All lines in the data that hold the word "this" need copying.

[Saved data entries]
—————

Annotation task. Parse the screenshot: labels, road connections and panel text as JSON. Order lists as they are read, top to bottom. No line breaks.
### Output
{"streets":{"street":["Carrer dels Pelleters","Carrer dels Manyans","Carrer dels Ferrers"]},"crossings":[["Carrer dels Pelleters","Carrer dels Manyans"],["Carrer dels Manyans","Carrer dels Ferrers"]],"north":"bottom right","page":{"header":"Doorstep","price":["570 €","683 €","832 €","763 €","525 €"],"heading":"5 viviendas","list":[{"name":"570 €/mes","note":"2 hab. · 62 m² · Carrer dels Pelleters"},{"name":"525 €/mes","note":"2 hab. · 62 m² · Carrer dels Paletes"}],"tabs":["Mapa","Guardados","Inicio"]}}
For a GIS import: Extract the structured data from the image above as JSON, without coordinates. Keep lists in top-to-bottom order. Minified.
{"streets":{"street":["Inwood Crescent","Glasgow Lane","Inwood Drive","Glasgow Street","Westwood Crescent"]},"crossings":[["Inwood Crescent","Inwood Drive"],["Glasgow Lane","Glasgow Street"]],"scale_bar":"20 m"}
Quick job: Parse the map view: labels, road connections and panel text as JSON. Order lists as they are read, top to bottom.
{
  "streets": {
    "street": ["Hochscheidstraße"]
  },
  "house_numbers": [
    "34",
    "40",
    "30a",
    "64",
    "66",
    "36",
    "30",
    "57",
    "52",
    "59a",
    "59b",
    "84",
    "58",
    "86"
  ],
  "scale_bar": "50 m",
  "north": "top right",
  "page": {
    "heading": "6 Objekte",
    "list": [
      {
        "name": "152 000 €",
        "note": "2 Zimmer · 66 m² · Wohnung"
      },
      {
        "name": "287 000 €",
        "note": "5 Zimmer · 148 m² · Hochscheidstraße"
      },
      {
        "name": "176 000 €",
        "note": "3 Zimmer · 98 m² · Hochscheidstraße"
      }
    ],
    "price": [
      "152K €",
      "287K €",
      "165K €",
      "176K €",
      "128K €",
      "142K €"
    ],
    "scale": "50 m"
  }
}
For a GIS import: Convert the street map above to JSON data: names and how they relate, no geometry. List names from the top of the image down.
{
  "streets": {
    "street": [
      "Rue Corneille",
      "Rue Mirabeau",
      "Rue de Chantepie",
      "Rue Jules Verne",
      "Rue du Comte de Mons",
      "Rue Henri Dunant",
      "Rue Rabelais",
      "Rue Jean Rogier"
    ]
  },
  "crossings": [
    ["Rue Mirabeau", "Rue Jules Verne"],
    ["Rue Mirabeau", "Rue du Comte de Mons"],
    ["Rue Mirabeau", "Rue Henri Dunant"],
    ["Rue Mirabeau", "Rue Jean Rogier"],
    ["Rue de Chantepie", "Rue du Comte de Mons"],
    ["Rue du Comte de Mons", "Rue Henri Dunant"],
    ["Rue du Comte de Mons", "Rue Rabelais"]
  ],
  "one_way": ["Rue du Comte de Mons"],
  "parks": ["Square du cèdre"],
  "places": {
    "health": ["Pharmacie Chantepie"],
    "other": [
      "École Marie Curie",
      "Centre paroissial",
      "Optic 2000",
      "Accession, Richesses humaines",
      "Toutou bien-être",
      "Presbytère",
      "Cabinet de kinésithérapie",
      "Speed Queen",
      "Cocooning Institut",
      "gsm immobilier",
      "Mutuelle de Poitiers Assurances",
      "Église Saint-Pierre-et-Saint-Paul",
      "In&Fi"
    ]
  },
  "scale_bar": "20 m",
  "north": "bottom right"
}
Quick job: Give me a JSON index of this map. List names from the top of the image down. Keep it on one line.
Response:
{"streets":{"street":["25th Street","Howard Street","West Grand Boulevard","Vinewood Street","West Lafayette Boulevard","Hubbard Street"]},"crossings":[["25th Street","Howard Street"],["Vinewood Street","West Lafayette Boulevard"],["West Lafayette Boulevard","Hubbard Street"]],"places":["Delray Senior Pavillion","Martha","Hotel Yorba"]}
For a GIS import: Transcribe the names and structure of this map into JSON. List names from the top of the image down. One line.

—————

▶ [Exercise response]
Quick job: Give me a JSON index of this map. List names from the top of the image down. Keep it on one line.
For a GIS import: Transcribe the names and structure of this map into JSON. List names from the top of the image down. One line.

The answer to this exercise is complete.